You are browsing the archive for How to….

State Machine vs. Regex

September 6, 2019 in Forensic Analysis, How to..., Tips & Tricks

Update

As Codeslack pointed out, Regexes themselves are state machines. Of course. The biggest difference between using built-in regexes and your own state machine is that you have a full control over the states and can memorize anything you want, including many previous states.

Old post

There a tones of tutorials and web sites dedicated to Regular Expressions. I love Regular Expressions and have been using them all the time, for many years… but… they have so many limitations. This is why you need to not only learn them, but also use them wisely… and often need to enrich their usage by using them as a part of a state machine.

What is a state machine?

I will say first what it is useful for: you want to use them to process data that is very hard to process using regular expressions alone or other simple data processing algorithms and tools. And even more complex ones fail to process such data in a more generic way.

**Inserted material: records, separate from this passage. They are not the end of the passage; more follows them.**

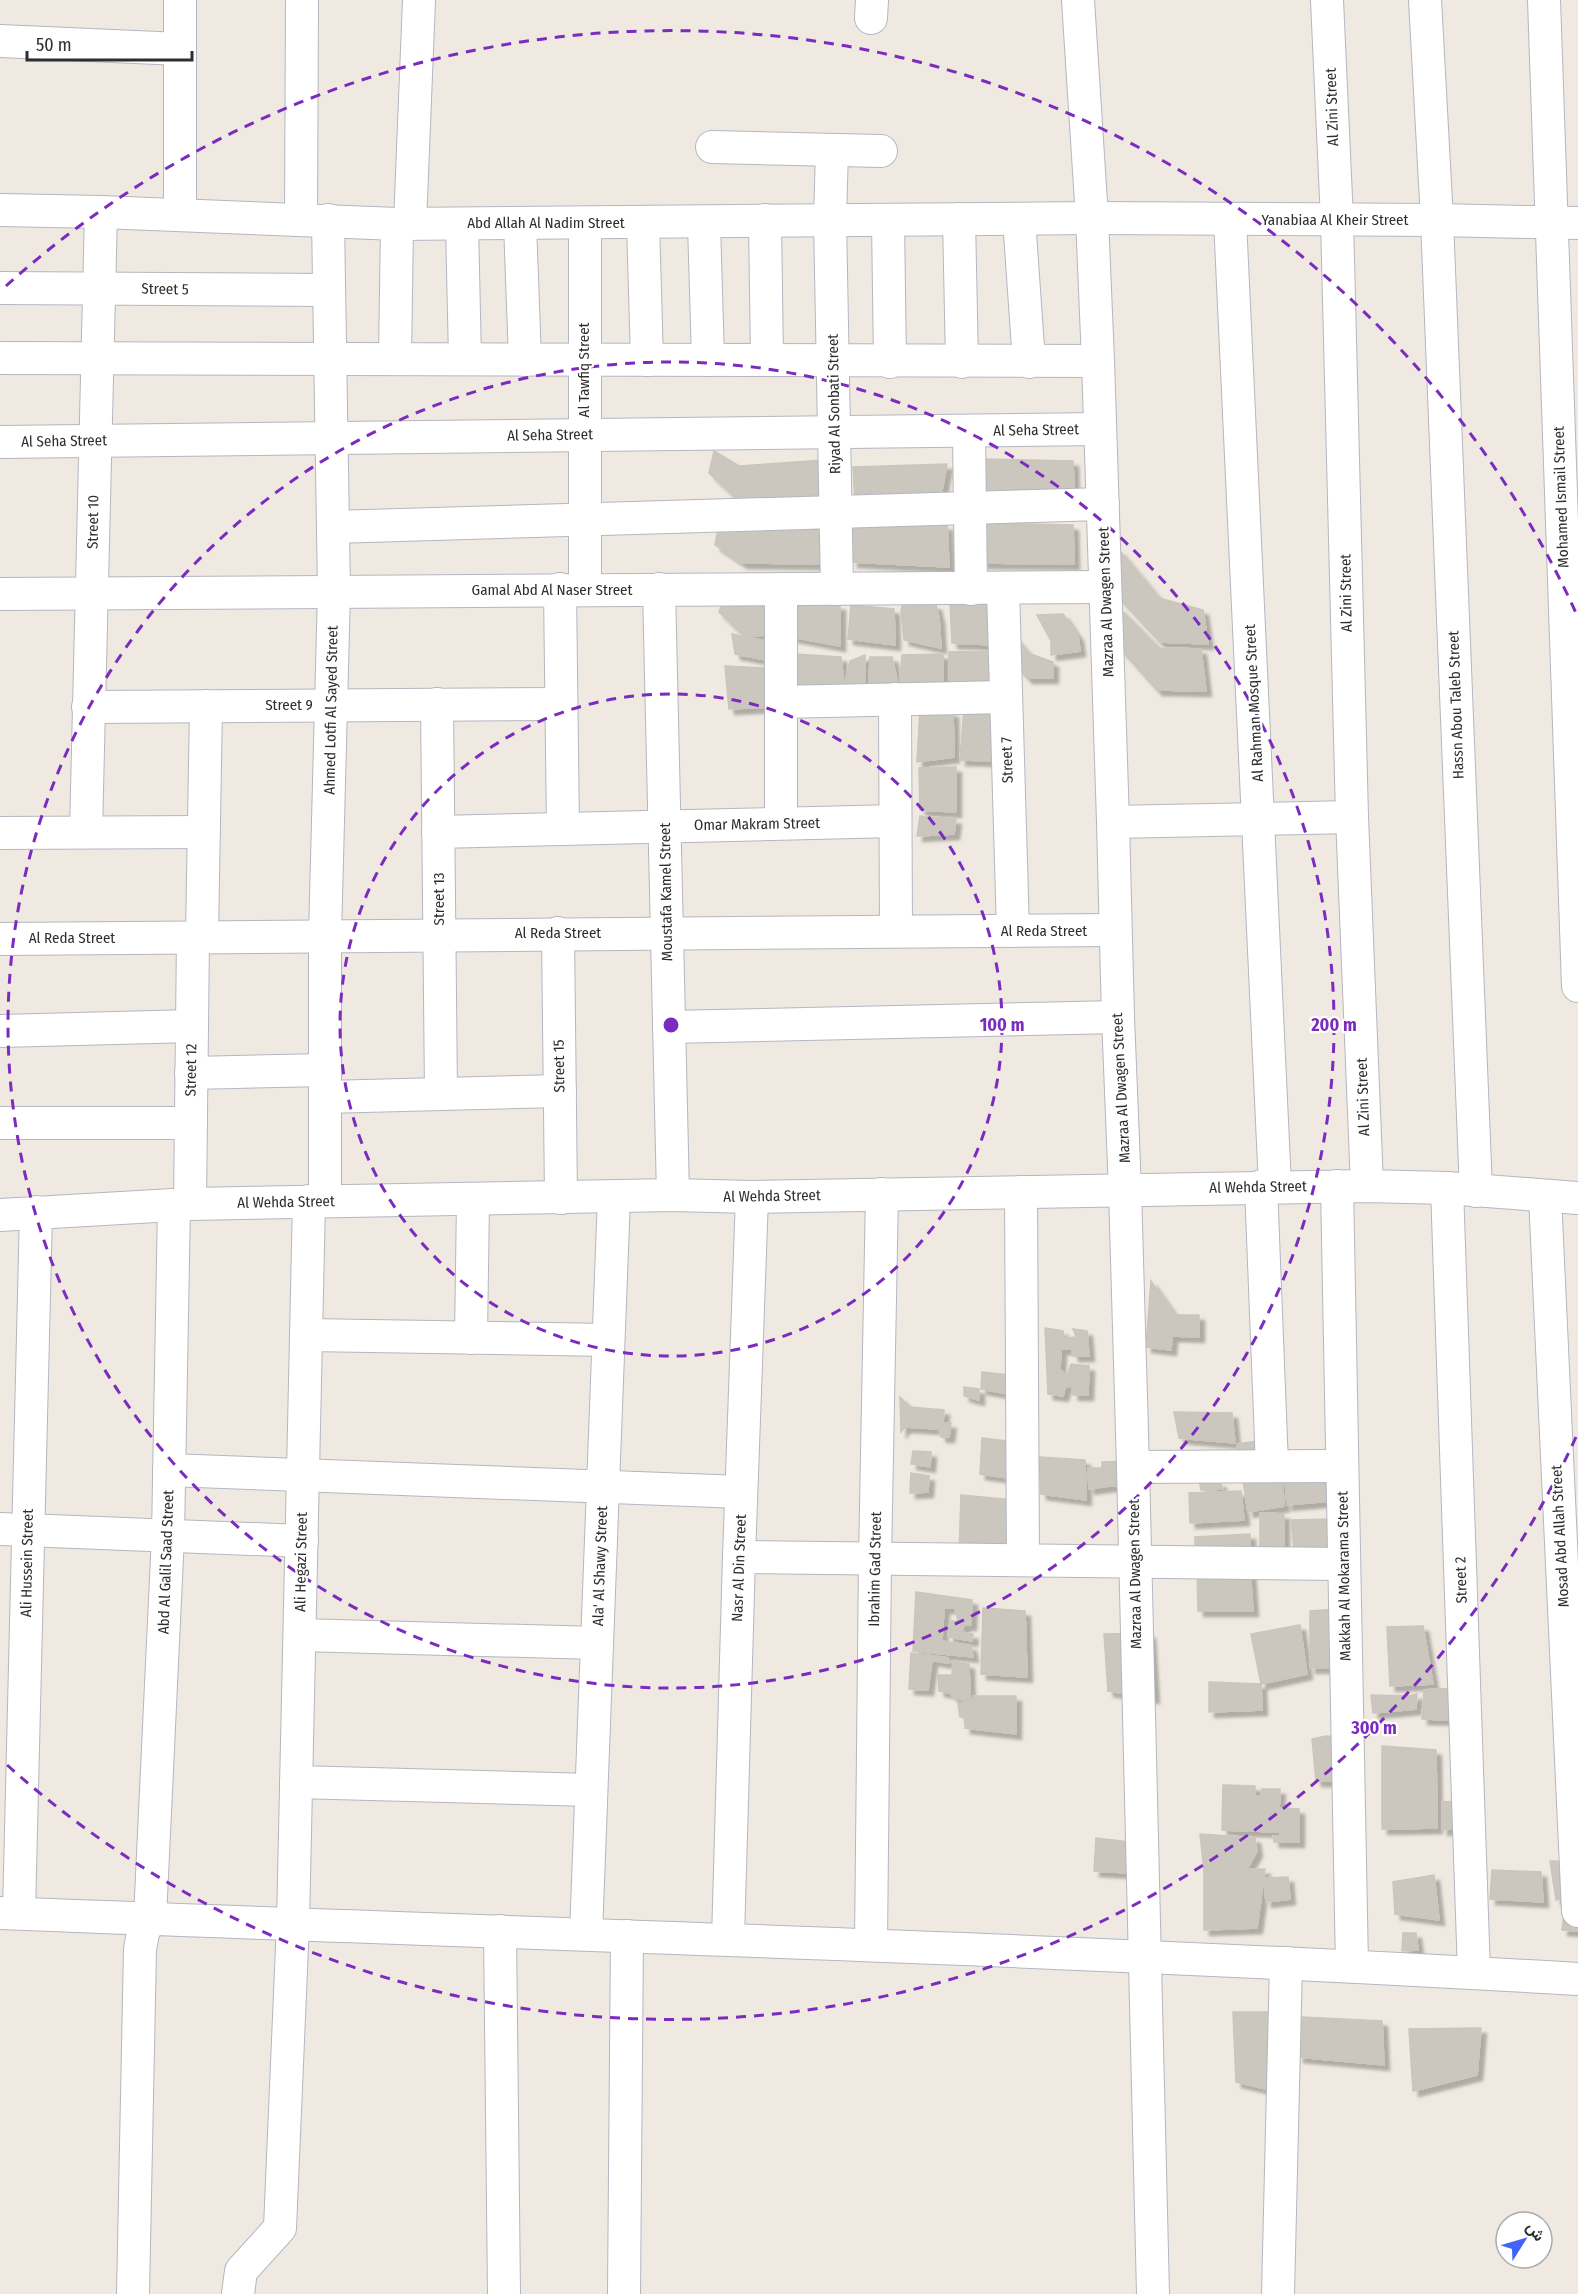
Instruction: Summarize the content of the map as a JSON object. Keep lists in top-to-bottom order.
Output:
{
  "streets": {
    "street": [
      "Al Zini Street",
      "Yanabiaa Al Kheir Street",
      "Abd Allah Al Nadim Street",
      "Street 5",
      "Al Tawfiq Street",
      "Riyad Al Sonbati Street",
      "Al Seha Street",
      "Mohamed Ismail Street",
      "Street 10",
      "Gamal Abd Al Naser Street",
      "Mazraa Al Dwagen Street",
      "Al Rahman Mosque Street",
      "Street 9",
      "Hassn Abou Taleb Street",
      "Ahmed Lotfi Al Sayed Street",
      "Street 7",
      "Omar Makram Street",
      "Moustafa Kamel Street",
      "Street 13",
      "Al Reda Street",
      "Street 15",
      "Street 12",
      "Al Wehda Street",
      "Mosad Abd Allah Street",
      "Abd Al Galil Saad Street",
      "Ali Hegazi Street",
      "Ali Hussein Street",
      "Ala' Al Shawy Street",
      "Nasr Al Din Street",
      "Ibrahim Gad Street",
      "Makkah Al Mokarama Street",
      "Street 2"
    ]
  },
  "crossings": [
    ["Al Zini Street", "Yanabiaa Al Kheir Street"],
    ["Al Zini Street", "Al Wehda Street"],
    ["Al Zini Street", "Makkah Al Mokarama Street"],
    ["Yanabiaa Al Kheir Street", "Abd Allah Al Nadim Street"],
    ["Yanabiaa Al Kheir Street", "Mohamed Ismail Street"],
    ["Yanabiaa Al Kheir Street", "Mazraa Al Dwagen Street"],
    ["Yanabiaa Al Kheir Street", "Al Rahman Mosque Street"],
    ["Yanabiaa Al Kheir Street", "Hassn Abou Taleb Street"],
    ["Abd Allah Al Nadim Street", "Al Tawfiq Street"],
    ["Abd Allah Al Nadim Street", "Riyad Al Sonbati Street"],
    ["Abd Allah Al Nadim Street", "Street 10"],
    ["Abd Allah Al Nadim Street", "Mazraa Al Dwagen Street"],
    ["Abd Allah Al Nadim Street", "Ahmed Lotfi Al Sayed Street"],
    ["Street 5", "Street 10"],
    ["Street 5", "Ahmed Lotfi Al Sayed Street"],
    ["Al Tawfiq Street", "Al Seha Street"],
    ["Al Tawfiq Street", "Gamal Abd Al Naser Street"],
    ["Al Tawfiq Street", "Street 9"],
    ["Al Tawfiq Street", "Omar Makram Street"],
    ["Riyad Al Sonbati Street", "Al Seha Street"],
    ["Riyad Al Sonbati Street", "Gamal Abd Al Naser Street"],
    ["Al Seha Street", "Street 10"],
    ["Al Seha Street", "Mazraa Al Dwagen Street"],
    ["Al Seha Street", "Ahmed Lotfi Al Sayed Street"],
    ["Street 10", "Gamal Abd Al Naser Street"],
    ["Street 10", "Street 9"],
    ["Gamal Abd Al Naser Street", "Mazraa Al Dwagen Street"],
    ["Gamal Abd Al Naser Street", "Ahmed Lotfi Al Sayed Street"],
    ["Gamal Abd Al Naser Street", "Street 7"],
    ["Gamal Abd Al Naser Street", "Moustafa Kamel Street"],
    ["Mazraa Al Dwagen Street", "Al Reda Street"],
    ["Mazraa Al Dwagen Street", "Al Wehda Street"],
    ["Al Rahman Mosque Street", "Al Wehda Street"],
    ["Street 9", "Ahmed Lotfi Al Sayed Street"],
    ["Street 9", "Street 13"],
    ["Street 9", "Street 12"],
    ["Hassn Abou Taleb Street", "Al Wehda Street"],
    ["Hassn Abou Taleb Street", "Street 2"],
    ["Ahmed Lotfi Al Sayed Street", "Al Reda Street"],
    ["Ahmed Lotfi Al Sayed Street", "Al Wehda Street"],
    ["Ahmed Lotfi Al Sayed Street", "Ali Hegazi Street"],
    ["Street 7", "Al Reda Street"],
    ["Omar Makram Street", "Moustafa Kamel Street"],
    ["Omar Makram Street", "Street 13"],
    ["Moustafa Kamel Street", "Al Reda Street"],
    ["Moustafa Kamel Street", "Al Wehda Street"],
    ["Street 13", "Al Reda Street"],
    ["Al Reda Street", "Street 15"],
    ["Al Reda Street", "Street 12"],
    ["Street 15", "Al Wehda Street"],
    ["Street 12", "Al Wehda Street"],
    ["Street 12", "Abd Al Galil Saad Street"],
    ["Al Wehda Street", "Mosad Abd Allah Street"],
    ["Al Wehda Street", "Abd Al Galil Saad Street"],
    ["Al Wehda Street", "Ali Hegazi Street"],
    ["Al Wehda Street", "Ali Hussein Street"],
    ["Al Wehda Street", "Ala' Al Shawy Street"],
    ["Al Wehda Street", "Nasr Al Din Street"],
    ["Al Wehda Street", "Ibrahim Gad Street"],
    ["Al Wehda Street", "Makkah Al Mokarama Street"],
    ["Al Wehda Street", "Street 2"]
  ],
  "scale_bar": "50 m",
  "north": "top right",
  "rings": ["100 m", "200 m", "300 m"]
}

Parsing of a Comma Separated Value (CSV) file is a very simple… yet extremely complex example of data that requires a state machine for proper analysis. Many beginner programmers write parsers for CSV and… fail. Interestingly… often without even noticing. Why? What they write usually works for their use case and they forget about it when they move to a different project.

A typical naive approach assumes that the CSV data is properly formatted, using English characters only (ANSI!), and there are no multiline values, special characters (e.g. quotes) are non-existent, etc. A parser based on such assumptions reads data line by line, splits each line by a coma character, and… hooray… all parsing done in 2-3 lines of code. Unfortunately, this is an awful simplification that leads to corrupted imports, and bad packages deployed all over the place.

I remember 10 years ago or so trying to read Autorunsc dumps en masse. Every forensic consultant at our company was coming back from their gigs bringing tones of various data dumps, including autorunsc CSV files from each system they live-forensicated.

Spotting an obvious data mining opportunity (after collecting so many dumps from so many gigs), I was trying to build a magic unicorn tool that would detect bad stuff on the spot, where applicable. My idea was following this train of thought: a gig consultant collects autorunsc and other data dumps –> runs my script while still on site –> if we get lucky, detects badness on site –> customer superhappy. Today this approach is referred to as a LFO (Least Frequency Occurrence) — I also used whitelisting and blacklisting, but these are known like forever. These were early days of IR, Light IR and other than GNU tools and some basic scripts there was no DB backend to process this data like we do today….

Anyway….

Excited about the outcome I went out there to see how to read CSV files in a quick way. After looking at and testing many CSV parsing Perl packages that were available at that time I couldn’t get any one of them to parse every single data file I had in a reliable way. Many were parsed properly, but a lot would leave stuff behind that was not digestible by any parser. Either Autorunsc was saving data using an incorrect CSV format, or the perl CSV packages were bad. As far as I remember, the blame was shared between these two, but knowing this didn’t help my case at all….

The enlightenment came from reading the actual CSV specification. When you skim through it you quickly realize two things:

  1. No one ever reads stuff like this anymore 😉
  2. It’s unlikely that anyone covers all angles while saving files in this format

The result is that we have many badly implemented CSV parsers out there. You also realize why: this format is NOT as simple as many people think. Quite the opposite, even today, after so many years, even Excel (which is actually including a lot of margin for error!) still fails to process some of these files correctly…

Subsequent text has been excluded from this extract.